Por fortuna existe, y lo digo en serio: no me veo montado en un Fiat 147 de llantas traseras gordas con cinco borrachos compitiendo en una tanda de piques nocturnos ilegales. O en medio de una fiesta con alguien tocando guitarra mientras que los demás comemos maíz pira viejo esperando a que se calle. El juego del viernes blinda todo el mal que puede rodearnos.
Es simple: a las 7:45 de cada viernes me siento a ver fútbol colombiano. Es una hora muerta porque está muy temprano para irse de fiesta y porque el partido termina a una hora mucho más cercana para ir a buscar la calle. No hay nada más que hacer en ese lapso, por eso me cae bien ver cuando en la parrilla de programación adjudican un juego, bien sea en Techo, en el Polideportivo Sur o en el General Santander. Porque sé que gracias a ese mandato no saldré de mi casa hasta el sábado en la mañana.

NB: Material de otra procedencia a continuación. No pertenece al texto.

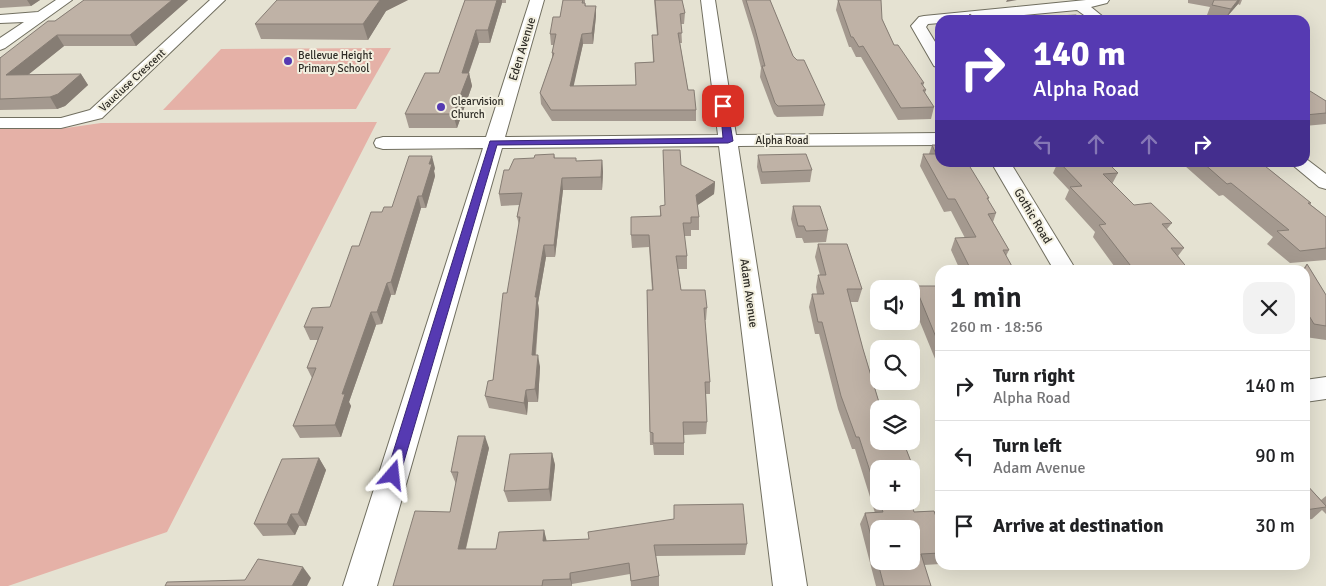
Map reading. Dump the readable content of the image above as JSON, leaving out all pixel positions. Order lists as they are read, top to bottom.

Un ejemplo muy cercano fue el pasado Equidad-Tuluá. Fue recostarse vestido, sobre la cama y empezar a observar lo que iban a hacer ambos equipos. A los 30 del primer tiempo el frío en los pies aún envueltos por las medias pide con urgencia una cobija. Entonces se destiende la cama y se meten las piernas, solo para calentarlas. A los cinco del segundo tiempo el calor de las sábanas y el paupérrimo nivel de los dos clubes en la cancha hace que perdamos el conocimiento sin darnos cuenta. Y cuando nos damos cuenta de que hemos salido de este estado de coma, ya el reloj marca las dos de la mañana, hora en la que ya está muy tarde para ir a buscar compañeros de juerga.
Dios bendiga el viernes de fútbol a las 7:45 p.m. Nos ayuda a no cometer imbecilidades.